Quando un corpo si decompone all'interno del terreno, la scomparsa dei tessuti molli lascia degli spazi vuoti, dentro ai quali le ossa più piccole (specialmente le falangi delle dita dei piedi o delle mani), a causa della gravità o delle infiltrazioni d'acqua tendono a muoversi, allontanandosi dalla loro posizione originale. In tafonomia (la scienza che studia le modificazioni che coinvolgono un corpo dopo la morte) questo fenomeno viene definito "decomposizione in spazio vuoto", ed è molto comune quando un individuo viene sepolto all'interno di una cassa, ma anche in un terreno abbastanza compatto, come nei casi preistorici presi in considerazione in questo studio.

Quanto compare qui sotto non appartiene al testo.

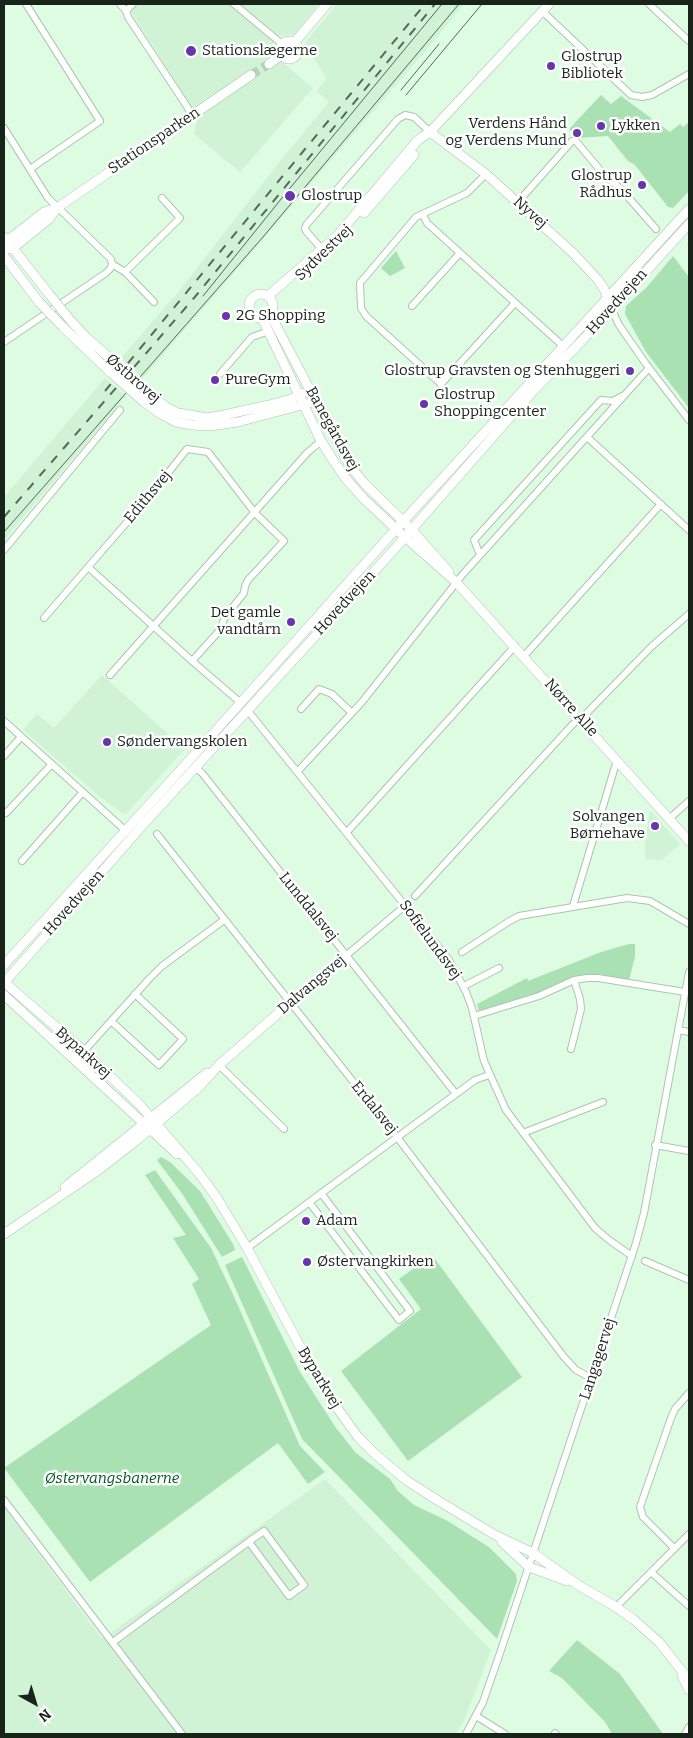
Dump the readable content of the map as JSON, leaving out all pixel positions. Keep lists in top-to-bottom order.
{
  "streets": {
    "street": [
      "Stationsparken",
      "Nyvej",
      "Sydvestvej",
      "Hovedvejen",
      "Østbrovej",
      "Banegårdsvej",
      "Edithsvej",
      "Nørre Alle",
      "Lunddalsvej",
      "Sofielundsvej",
      "Dalvangsvej",
      "Byparkvej",
      "Erdalsvej",
      "Langagervej"
    ]
  },
  "crossings": [
    ["Stationsparken", "Østbrovej"],
    ["Nyvej", "Sydvestvej"],
    ["Nyvej", "Hovedvejen"],
    ["Sydvestvej", "Banegårdsvej"],
    ["Hovedvejen", "Banegårdsvej"],
    ["Hovedvejen", "Nørre Alle"],
    ["Hovedvejen", "Lunddalsvej"],
    ["Hovedvejen", "Sofielundsvej"],
    ["Hovedvejen", "Byparkvej"],
    ["Østbrovej", "Banegårdsvej"],
    ["Banegårdsvej", "Nørre Alle"],
    ["Lunddalsvej", "Dalvangsvej"],
    ["Sofielundsvej", "Dalvangsvej"],
    ["Sofielundsvej", "Langagervej"],
    ["Dalvangsvej", "Byparkvej"],
    ["Dalvangsvej", "Erdalsvej"],
    ["Byparkvej", "Langagervej"],
    ["Erdalsvej", "Langagervej"]
  ],
  "parks": ["Østervangsbanerne"],
  "places": [
    "Stationslægerne",
    "Glostrup Bibliotek",
    "Lykken",
    "Verdens Hånd og Verdens Mund",
    "Glostrup Rådhus",
    "Glostrup",
    "2G Shopping",
    "Glostrup Gravsten og Stenhuggeri",
    "PureGym",
    "Glostrup Shoppingcenter",
    "Det gamle vandtårn",
    "Søndervangskolen",
    "Solvangen Børnehave",
    "Adam",
    "Østervangkirken"
  ],
  "north": "bottom right"
}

Tuttavia, a colpire i ricercatori, è stato il fatto che nonostante ci fossero i presupposti perché ciò avvenisse, nel campione di sepolture scelto le posizioni così strettamente iperflesse dei corpi non hanno permesso una grande dispersione delle ossa più piccole all'interno della fossa. Per comprendere il motivo di questa anomalia, i resti umani sono stati sottoposti ad analisi ai raggi X, e a spettroscopia in trasformata di Fourier, tecniche per rilevare l'esposizione al calore. Queste hanno segnalato come alcune ossa, in precisi punti, siano state esposte ad un certo punto a una intensa fonte di calore. Questa particolarità era già stata notata macroscopicamente sulle ossa, con alcuni punti decisamente anneriti, che hanno immediatamente colto l'attenzione degli studiosi. Le temperature a cui questi corpi sono stati esposti non sono state abbastanza elevate da carbonizzare i corpi, ma abbastanza da "essiccarli".

L'esposizione controllata a una fonte di calore, che ha causato la bruciatura solamente di alcune parti del corpo dei defunti, potrebbe essere stata adoperata per provocare un essiccamento dei tessuti molli, permettendo loro di conservarsi in connessione anatomica per un certo periodo di tempo. Si tratta di fatto dello stesso principio dell'affumicatura, che permette al materiale organico di conservarsi più a lungo, usato per la conservazione di alcuni alimenti. Si tratta ovviamente di una tecnica di conservazione dei corpi piuttosto rudimentale, infatti nel campione preistorico preso in considerazione non si sono conservati tessuti molli, ma che in un clima umido come quello dell'Asia sudorientale avrebbe permesso a un corpo di conservarsi un po' più a lungo del normale. L'uso di questa particolare tecnica di "mummificazione" artificiale spiegherebbe come questi corpi siano stati deposti così iperflessi all'interno delle tombe, conservandosi nella stessa esatta posizione a distanza di millenni, senza una dispersione delle ossa piccole direttamente legata ai fenomeni cadaverici.
Anche un moderno confronto etnografico sembra avvalorare la teoria del gruppo di ricerca asiatico. Pratiche simili, volte a creare delle "mummie affumicate", sono attestate presso alcune culture aborigene dell'Australia, ma soprattutto sull'isola di Papua (divisa politicamente tra l'Indonesia e lo stato della Papua Nuova Guinea).

A Papua, presso alcune tribù dell'interno, è ancora comune "affumicare" i propri cari defunti, in maniera tale che il corpo, iperflesso, possa essere conservato e venerato all'interno della casa. Alcuni particolari rilevati sulle ossa del campione archeologico studiato, come i punti precisi esposti al calore, sembrano suggerire che le pratiche di affumicatura dei cacciatori-raccoglitori della Cina meridionale e del Vietnam di 12.000 anni fa non fossero molto diverse da quelle ancora utilizzate a Papua.
Queste tracce di mummificazione intenzionale, ovvero non collegate a determinate situazioni climatiche come il clima arido del deserto o quello glaciale, sarebbero dunque le più antiche del mondo, antecedenti le mummie dei Chinchorro del Perù e del Cile, finora ritenute le prime mummie artificiali mai ritrovate, di ben 3.000 anni.